Bennett then proposed the moratorium. He won the support of Selectwoman Lynn Hadyniak, which was sufficient to bring the matter to a special town meeting. But Selectman Timothy Biggs was opposed.
“I voted against it,” said Biggs. “I felt the people had spoken [at the town meeting in early August].”
Biggs noted that Bennett owns a lot next to the proposed wind power facility. “I think Steve has a material interest in [the fate of the wind power project], and that may influence his opposition to it.”
While Biggs will not vote for the moratorium, he also will not fight it tooth-and-nail. “Out of respect for Steve and all the work he does for our town, I’m willing to let the moratorium go,” he said.
Biggs is concerned, however, that the delay could derail the wind project. “I’m sure they have to line up investors and order the windmills,” he said.
Bennett acknowledged he has a personal interest in what happens on Beaver Ridge. The proposed wind farm would be located on a 76-acre, U-shaped parcel owned by Ron Price. Bennett said that piece surrounds a 23-acre lot he bought a number of years ago.
Bennett said he had planned to build a retirement home there, but the wind farm would make the lot worthless. There are 13 other abutters to the proposed wind farm, he said.

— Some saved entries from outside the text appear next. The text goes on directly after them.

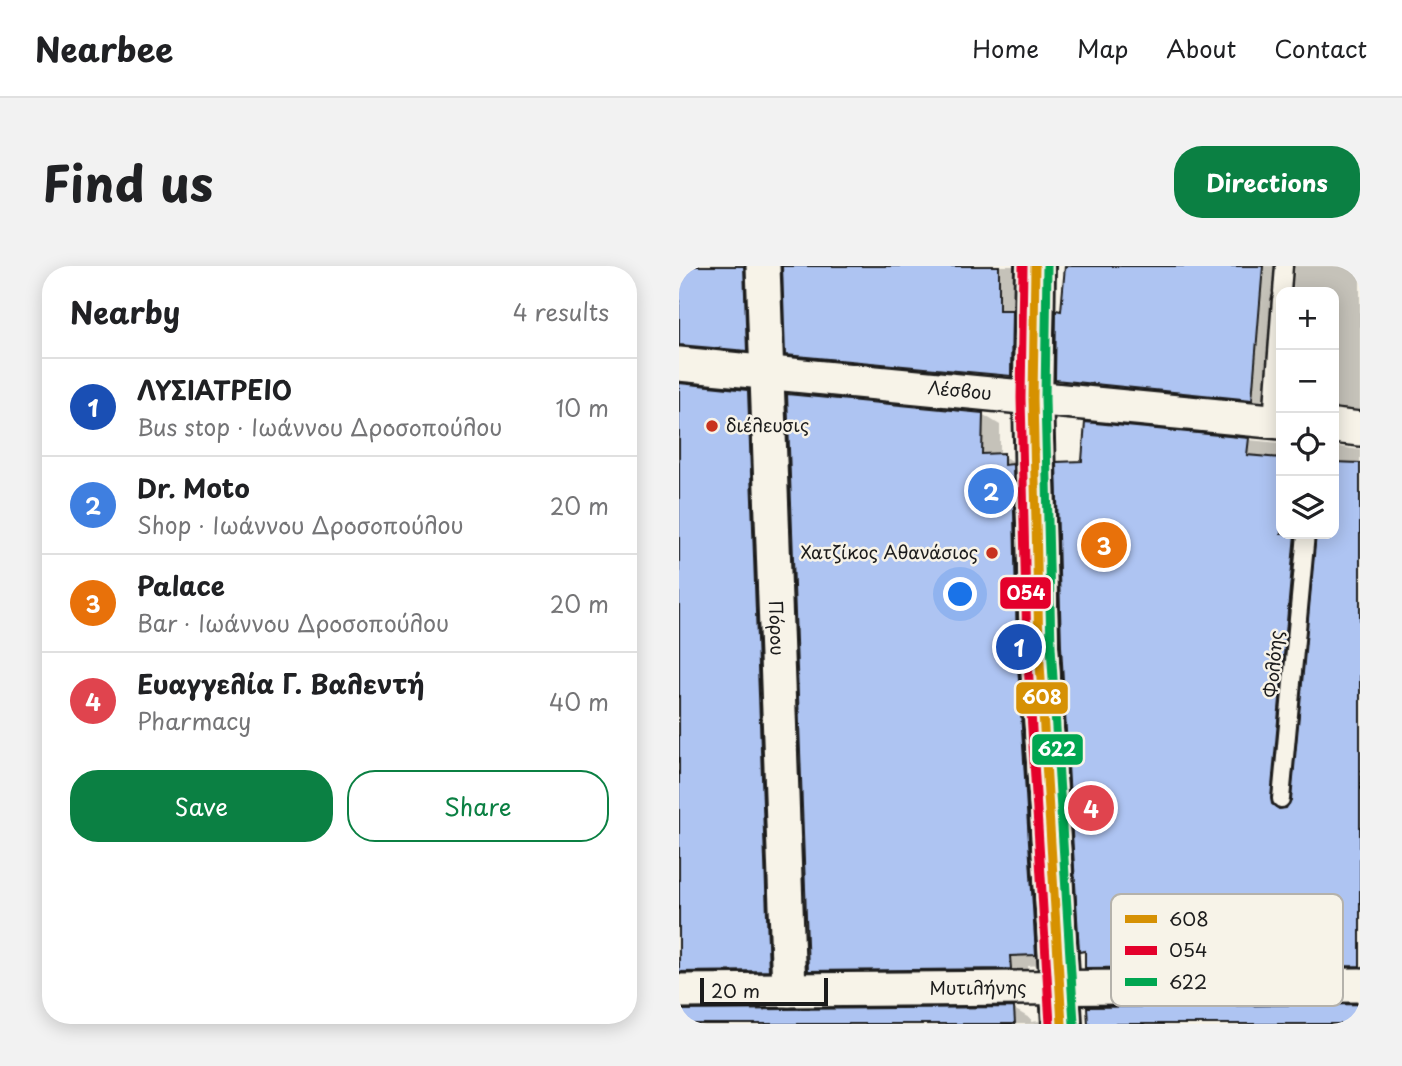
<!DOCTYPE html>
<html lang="en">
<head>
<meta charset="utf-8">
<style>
  body { margin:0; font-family:"Playpen Sans",sans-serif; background:#f2f2f2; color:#202124 }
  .controls { position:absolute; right:21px; top:21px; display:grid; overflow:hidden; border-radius:14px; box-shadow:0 4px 18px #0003 }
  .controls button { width:63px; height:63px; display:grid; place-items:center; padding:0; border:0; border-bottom:2px solid #e0e0e0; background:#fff; color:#202124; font:35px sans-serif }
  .scale { position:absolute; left:21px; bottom:18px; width:128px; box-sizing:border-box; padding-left:7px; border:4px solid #1c1c1c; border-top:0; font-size:19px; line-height:24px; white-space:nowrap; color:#1c1c1c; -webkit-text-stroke:5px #f7f3e8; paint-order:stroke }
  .you { position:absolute; left:282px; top:329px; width:24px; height:24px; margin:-18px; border:5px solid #fff; border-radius:50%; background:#1a73e8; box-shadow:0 0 0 10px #1a73e833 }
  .badge { display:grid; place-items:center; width:46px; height:46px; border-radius:50%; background:#0b8043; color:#fff; font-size:23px; font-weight:700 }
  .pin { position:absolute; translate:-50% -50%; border:4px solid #fff; box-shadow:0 2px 7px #0006 }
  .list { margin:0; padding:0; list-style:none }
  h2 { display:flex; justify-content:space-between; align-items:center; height:91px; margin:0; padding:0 28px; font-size:30px }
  h2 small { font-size:23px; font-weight:400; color:#757577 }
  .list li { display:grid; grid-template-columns:46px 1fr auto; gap:21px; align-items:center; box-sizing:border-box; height:98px; padding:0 28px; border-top:2px solid #e0e0e0 }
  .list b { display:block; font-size:26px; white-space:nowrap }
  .list p { margin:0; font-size:23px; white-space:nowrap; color:#757577 }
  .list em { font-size:23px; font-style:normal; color:#757577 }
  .actions { display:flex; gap:14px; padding:21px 28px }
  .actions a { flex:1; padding:16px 0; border:2px solid #0b8043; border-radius:28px; text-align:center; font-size:24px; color:#0b8043 }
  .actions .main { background:#0b8043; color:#fff }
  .icon { flex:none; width:38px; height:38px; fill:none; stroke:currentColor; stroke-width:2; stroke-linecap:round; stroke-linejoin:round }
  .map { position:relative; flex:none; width:681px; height:758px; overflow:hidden; border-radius:28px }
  header { display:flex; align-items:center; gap:42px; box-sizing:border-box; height:98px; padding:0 35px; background:#fff; border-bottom:2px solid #e0e0e0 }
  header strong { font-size:33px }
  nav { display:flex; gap:38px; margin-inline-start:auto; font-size:24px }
  .intro { display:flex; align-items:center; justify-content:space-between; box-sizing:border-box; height:168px; padding:0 42px }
  h1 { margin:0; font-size:49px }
  .button { padding:18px 32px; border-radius:28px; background:#0b8043; color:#fff; font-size:24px; font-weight:700 }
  main { display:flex; gap:42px; padding:0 42px }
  aside { flex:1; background:#fff; border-radius:28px; box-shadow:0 4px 18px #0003 }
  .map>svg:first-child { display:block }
  .shadow { fill:#0003; fill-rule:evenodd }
  .building { fill:#aec4f2; stroke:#1c1c1c; stroke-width:2 }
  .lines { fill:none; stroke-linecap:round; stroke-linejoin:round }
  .service-casing { stroke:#1c1c1c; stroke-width:21 }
  .minor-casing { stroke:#1c1c1c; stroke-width:38 }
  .tertiary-casing { stroke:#1c1c1c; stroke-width:44 }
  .service { stroke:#f7f3e8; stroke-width:16 }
  .minor { stroke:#f7f3e8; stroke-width:33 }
  .tertiary { stroke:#f7f3e8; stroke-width:38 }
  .bus-1-casing { stroke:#f7f3e8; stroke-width:14 }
  .bus-2-casing { stroke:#f7f3e8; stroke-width:14 }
  .bus-3-casing { stroke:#f7f3e8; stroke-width:14 }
  .bus-1 { stroke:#d69104; stroke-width:9 }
  .bus-2 { stroke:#e4002b; stroke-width:9 }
  .bus-3 { stroke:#00a651; stroke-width:9 }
  .poi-dot { fill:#c8321e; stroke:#f7f3e8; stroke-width:2.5 }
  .labels { text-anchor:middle; stroke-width:5; stroke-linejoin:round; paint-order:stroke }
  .street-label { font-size:18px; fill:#1c1c1c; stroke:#f7f3e8 }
  .poi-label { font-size:18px; fill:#1c1c1c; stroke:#f7f3e8; text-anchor:start }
  .key { fill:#f7f3e8; stroke:#b5b2ab; stroke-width:2 }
  .key-label { font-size:19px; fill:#1c1c1c }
  .line-badge { stroke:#f7f3e8; stroke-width:2.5 }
  .badge-label { font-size:19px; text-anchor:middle; font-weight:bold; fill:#fff }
</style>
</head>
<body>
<header>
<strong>Nearbee</strong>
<nav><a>Home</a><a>Map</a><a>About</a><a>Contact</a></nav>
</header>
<div class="intro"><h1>Find us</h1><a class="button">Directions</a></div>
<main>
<aside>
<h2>Nearby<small>4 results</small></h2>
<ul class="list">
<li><span class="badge" style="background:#1a4fb4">1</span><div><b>ΛΥΣΙΑΤΡΕΙΟ</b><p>Bus stop · Ιωάννου Δροσοπούλου</p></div><em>10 m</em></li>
<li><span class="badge" style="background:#3f7fe0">2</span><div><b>Dr. Moto</b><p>Shop · Ιωάννου Δροσοπούλου</p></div><em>20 m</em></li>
<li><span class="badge" style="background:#e8710a">3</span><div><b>Palace</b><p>Bar · Ιωάννου Δροσοπούλου</p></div><em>20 m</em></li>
<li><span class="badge" style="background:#e0444e">4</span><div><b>Ευαγγελία Γ. Βαλεντή</b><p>Pharmacy</p></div><em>40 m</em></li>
</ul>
<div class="actions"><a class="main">Save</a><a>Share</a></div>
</aside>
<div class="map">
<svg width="681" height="758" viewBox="0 0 681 758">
  <rect width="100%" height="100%" fill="#f7f3e8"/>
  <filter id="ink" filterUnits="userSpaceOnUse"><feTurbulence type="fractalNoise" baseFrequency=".0143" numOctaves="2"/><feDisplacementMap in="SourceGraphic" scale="14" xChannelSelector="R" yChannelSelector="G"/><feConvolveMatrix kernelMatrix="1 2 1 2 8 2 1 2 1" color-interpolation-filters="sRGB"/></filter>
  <g filter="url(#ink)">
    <path class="shadow" d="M0 0H84V94L0 99Z
      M105 0H336L337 48 349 119 125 98 108 88Z
      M388 0H681V150L655 163V26H614L616 1 602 26 601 144 395 123 378 113Z
      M0 118 69 126 86 136 106 714 0 725Z
      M303 148 321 159V189L342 199 374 698 349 700 350 712 148 714 130 704Z
      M408 158 602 177V268H655V180L681 184V709L425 711 408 701 407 688 402 684 404 197ZM639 269 611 541 608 543 633 277Z
      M335 743 352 753V756L360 755 365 758H0V746Z"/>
    <path class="building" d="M0 0H65L68 85 0 79Z
      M103 0H320V44H333L332 110 106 89Z
      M386 0H584L573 134 376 114 377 44 382 45Z
      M0 117 69 124 90 705 0 706Z
      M108 128 304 147 303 188 325 187V199L334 198 338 382 357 689 331 690 332 703 129 705Z
      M406 156 570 172 568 189 602 192V268H616L592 532 593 538 600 543 607 542 612 534 637 268H655V196L681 197V700L406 702V685L400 686 382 380 377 196 403 195Z
      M681 738V758H409L408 741Z
      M335 741 336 758H0V744Z"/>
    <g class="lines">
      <defs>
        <path id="service" d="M603 26 605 0
          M593 155 602 33
          M602 533 627 268"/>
        <g id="minor">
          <path id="s1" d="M84 0 110 724"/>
          <path id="s2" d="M0 98 602 156"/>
          <path d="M655 160 681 163"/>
          <path id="s3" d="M0 725 681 719"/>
        </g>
        <path id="tertiary" d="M356 0 354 132 360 381 383 758"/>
      </defs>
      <use href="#service" class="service-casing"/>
      <use href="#minor" class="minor-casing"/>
      <use href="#tertiary" class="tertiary-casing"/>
      <use href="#service" class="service"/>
      <use href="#minor" class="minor"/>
      <use href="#tertiary" class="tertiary"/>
      <defs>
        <path id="bus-1" d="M356 0 354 132 360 381 383 758"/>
        <path id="bus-2" d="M344 0 342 132 348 381 371 758"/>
        <path id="bus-3" d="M368 0 366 132 372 380 395 757"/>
      </defs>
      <use href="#bus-1" class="bus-1-casing"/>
      <use href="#bus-2" class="bus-2-casing"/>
      <use href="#bus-3" class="bus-3-casing"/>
      <use href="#bus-1" class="bus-1"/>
      <use href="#bus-2" class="bus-2"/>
      <use href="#bus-3" class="bus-3"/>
    </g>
  </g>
  <g class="poi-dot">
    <circle cx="33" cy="160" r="7"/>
    <circle cx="313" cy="287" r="7"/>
  </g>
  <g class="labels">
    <g class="street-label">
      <text dy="6" stroke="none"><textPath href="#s2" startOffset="282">Λέσβου</textPath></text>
      <text dy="6" stroke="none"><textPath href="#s1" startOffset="362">Πόρου</textPath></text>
      <text transform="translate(595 398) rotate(-85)" y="6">Φολόης</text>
      <text dy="6" stroke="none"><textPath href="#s3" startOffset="299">Μυτιλήνης</textPath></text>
    </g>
    <g class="poi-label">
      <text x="47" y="166">διέλευσις</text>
      <text x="299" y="293" text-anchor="end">Χατζίκος Αθανάσιος</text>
    </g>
  </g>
  <rect x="432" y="628" width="232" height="112" rx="10" class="key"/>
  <rect x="446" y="649" width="32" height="8" fill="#d69104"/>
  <rect x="446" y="680" width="32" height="9" fill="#e4002b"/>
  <rect x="446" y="712" width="32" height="8" fill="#00a651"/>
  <g class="key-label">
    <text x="490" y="660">608</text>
    <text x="490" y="691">054</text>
    <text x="490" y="723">622</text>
  </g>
  <g class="line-badge">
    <rect x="320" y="310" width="53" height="34" rx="7" fill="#e4002b"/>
    <rect x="336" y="415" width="54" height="34" rx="7" fill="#d69104"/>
    <rect x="352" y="467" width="53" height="33" rx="7" fill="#00a651"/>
  </g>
  <g class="badge-label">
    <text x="347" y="334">054</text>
    <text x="363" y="438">608</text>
    <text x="378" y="490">622</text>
  </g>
</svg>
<div class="controls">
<button>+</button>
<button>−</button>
<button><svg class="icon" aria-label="locate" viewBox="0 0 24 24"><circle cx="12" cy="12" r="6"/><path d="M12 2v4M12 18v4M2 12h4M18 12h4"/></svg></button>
<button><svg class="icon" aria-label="layers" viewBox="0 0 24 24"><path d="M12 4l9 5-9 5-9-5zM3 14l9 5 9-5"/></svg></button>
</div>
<div class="scale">20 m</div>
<div class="you"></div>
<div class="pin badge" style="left:340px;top:381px;background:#1a4fb4">1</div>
<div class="pin badge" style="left:312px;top:225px;background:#3f7fe0">2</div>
<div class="pin badge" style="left:425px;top:279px;background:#e8710a">3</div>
<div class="pin badge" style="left:412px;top:542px;background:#e0444e">4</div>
</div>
</main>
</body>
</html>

“I don’t believe the Planning Board worked in good faith with the abutters,” Bennett said. “You always consider the impact on the abutters first.”

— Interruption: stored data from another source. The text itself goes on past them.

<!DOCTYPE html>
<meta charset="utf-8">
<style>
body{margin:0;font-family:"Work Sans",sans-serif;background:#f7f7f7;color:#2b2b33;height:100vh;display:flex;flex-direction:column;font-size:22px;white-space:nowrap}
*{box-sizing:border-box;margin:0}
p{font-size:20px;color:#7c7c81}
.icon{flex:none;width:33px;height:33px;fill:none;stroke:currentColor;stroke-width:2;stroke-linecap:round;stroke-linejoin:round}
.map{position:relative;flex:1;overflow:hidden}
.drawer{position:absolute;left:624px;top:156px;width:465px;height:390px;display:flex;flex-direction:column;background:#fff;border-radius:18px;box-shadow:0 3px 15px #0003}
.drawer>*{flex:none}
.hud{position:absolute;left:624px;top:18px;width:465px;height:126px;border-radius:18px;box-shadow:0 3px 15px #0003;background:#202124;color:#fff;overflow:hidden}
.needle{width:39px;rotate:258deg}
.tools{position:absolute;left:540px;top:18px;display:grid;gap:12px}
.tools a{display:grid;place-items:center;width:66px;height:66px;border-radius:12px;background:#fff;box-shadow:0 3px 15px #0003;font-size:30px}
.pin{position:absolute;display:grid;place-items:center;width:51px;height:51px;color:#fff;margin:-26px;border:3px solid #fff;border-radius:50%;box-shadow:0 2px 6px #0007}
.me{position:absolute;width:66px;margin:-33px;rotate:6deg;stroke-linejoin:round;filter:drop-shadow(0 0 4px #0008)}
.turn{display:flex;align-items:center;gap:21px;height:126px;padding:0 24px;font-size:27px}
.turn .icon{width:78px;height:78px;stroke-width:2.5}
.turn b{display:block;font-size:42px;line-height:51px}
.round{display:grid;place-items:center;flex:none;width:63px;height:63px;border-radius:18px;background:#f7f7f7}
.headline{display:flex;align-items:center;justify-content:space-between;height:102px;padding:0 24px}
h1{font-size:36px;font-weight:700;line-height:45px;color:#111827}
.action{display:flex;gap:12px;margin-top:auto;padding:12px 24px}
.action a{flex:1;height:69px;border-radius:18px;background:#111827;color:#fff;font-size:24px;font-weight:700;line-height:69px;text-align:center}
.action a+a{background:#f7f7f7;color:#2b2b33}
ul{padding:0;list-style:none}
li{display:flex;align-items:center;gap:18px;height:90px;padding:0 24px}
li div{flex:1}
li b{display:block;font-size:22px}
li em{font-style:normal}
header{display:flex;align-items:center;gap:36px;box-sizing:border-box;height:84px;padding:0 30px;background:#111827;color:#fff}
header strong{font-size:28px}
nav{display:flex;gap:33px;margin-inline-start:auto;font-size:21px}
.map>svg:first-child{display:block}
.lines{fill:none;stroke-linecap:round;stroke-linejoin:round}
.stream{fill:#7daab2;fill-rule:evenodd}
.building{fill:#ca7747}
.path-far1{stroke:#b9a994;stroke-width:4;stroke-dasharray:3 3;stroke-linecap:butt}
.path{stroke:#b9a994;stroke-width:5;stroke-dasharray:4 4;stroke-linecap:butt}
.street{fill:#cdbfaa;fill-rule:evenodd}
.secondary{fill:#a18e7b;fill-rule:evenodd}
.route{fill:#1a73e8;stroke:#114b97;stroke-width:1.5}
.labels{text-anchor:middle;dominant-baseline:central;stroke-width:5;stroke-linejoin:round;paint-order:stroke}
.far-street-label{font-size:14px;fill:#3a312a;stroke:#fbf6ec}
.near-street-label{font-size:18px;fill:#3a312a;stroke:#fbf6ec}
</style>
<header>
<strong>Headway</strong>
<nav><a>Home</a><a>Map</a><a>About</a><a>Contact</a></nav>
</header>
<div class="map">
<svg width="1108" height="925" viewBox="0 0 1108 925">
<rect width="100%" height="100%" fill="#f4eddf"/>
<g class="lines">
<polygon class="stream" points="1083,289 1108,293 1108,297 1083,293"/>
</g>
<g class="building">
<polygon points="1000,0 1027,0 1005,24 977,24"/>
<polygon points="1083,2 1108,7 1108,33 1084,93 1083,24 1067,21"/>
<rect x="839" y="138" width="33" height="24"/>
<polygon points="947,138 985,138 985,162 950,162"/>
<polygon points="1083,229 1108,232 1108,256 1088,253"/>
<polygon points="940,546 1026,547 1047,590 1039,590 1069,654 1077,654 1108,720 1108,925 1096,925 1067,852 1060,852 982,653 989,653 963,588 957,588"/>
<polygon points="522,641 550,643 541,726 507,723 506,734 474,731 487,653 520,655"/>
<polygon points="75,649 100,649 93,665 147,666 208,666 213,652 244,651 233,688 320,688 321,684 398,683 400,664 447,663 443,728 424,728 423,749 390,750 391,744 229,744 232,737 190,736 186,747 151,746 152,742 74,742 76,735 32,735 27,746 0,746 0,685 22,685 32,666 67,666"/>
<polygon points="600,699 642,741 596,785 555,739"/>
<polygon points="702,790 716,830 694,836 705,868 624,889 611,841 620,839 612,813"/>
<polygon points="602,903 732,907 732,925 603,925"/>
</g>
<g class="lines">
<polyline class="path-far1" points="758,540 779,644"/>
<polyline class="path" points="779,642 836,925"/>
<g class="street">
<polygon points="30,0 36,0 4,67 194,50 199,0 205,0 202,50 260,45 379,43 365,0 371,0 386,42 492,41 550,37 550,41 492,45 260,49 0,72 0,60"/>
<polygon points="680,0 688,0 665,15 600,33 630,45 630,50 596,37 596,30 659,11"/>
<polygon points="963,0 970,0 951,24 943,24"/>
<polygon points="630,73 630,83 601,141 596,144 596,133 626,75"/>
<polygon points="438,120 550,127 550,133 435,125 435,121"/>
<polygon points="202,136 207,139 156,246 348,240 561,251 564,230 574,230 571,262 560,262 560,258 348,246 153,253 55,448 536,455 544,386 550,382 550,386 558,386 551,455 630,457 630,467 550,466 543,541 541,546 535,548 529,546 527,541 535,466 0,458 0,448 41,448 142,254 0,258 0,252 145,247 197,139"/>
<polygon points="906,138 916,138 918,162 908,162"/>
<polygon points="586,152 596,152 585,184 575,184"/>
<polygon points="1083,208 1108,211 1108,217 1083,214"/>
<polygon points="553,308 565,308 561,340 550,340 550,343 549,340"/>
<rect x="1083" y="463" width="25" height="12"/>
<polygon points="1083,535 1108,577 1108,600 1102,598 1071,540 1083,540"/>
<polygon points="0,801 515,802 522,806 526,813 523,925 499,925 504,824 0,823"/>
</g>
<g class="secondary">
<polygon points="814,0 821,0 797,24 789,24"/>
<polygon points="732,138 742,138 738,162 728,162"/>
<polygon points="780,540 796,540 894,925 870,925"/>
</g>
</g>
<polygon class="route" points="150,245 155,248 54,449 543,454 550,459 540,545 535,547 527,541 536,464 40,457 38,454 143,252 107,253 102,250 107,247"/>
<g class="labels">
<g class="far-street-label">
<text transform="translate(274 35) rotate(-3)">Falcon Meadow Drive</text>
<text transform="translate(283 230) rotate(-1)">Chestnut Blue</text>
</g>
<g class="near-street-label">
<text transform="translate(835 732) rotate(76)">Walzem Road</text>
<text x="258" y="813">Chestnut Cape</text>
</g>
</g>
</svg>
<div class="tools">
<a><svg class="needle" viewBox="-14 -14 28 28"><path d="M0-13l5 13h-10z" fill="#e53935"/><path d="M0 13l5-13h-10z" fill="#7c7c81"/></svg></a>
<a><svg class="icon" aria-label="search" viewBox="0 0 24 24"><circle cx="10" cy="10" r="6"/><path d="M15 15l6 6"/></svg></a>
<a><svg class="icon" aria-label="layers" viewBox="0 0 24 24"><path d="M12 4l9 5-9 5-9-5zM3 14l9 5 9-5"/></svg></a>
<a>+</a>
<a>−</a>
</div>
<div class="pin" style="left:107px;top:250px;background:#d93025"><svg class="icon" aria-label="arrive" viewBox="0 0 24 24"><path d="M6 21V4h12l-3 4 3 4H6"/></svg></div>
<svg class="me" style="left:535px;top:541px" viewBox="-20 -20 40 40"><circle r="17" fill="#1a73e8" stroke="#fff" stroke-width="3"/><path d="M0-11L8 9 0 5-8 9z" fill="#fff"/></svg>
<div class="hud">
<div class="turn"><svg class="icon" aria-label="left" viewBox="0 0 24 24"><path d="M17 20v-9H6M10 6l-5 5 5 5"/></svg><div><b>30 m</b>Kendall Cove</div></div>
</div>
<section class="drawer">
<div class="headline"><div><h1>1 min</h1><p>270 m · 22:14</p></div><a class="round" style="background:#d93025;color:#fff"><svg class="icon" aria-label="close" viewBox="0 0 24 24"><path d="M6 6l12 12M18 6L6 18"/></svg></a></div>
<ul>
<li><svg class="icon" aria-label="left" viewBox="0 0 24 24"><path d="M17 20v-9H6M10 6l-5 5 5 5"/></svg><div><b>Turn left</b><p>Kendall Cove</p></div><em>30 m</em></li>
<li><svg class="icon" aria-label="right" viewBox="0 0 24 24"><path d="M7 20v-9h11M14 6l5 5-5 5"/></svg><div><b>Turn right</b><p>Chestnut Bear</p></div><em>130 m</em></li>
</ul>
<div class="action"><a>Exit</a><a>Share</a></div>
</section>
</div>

Read Brugger, who also owns property near the proposed wind farm and is a strong supporter of it, said Bennett is just plain wrong about the crafting of the wind farm section of the new ordinance. The Planning Board spent four months looking at the issue and drafted the ordinance during a series of public meetings, he said.
“I think the process worked,” said Brugger.
During the process, the Planning Board invited the public to offer proposed language for the ordinance. Brugger said he submitted language largely taken from a model wind farm ordinance developed by the state planning office in New York.
CES also submitted language, he said, but the Planning Board took Brugger’s stricter requirements in two out of three instances.
“It’s important that the process not be taken over and abused,” he said. “We just voted on this three weeks ago. We have an ordinance in place; we should let CES bring in their project and see if they can meet our “¦ requirements. That is not a given.”
CES has been awaiting the outcome of the townwide planning process before deciding whether to proceed. The company had already received one vote of confidence from local residents, who supported the project 56-25 in a nonbinding vote June 7.
The three windmills on Beaver Ridge would stand 250 feet high with the blades measuring 130 feet in length, for an overall height of just under 400 feet.
The turbines would generate enough energy to power 2,000 Maine households at a cost slightly higher than the CMP standard rate per kilowatt-hour.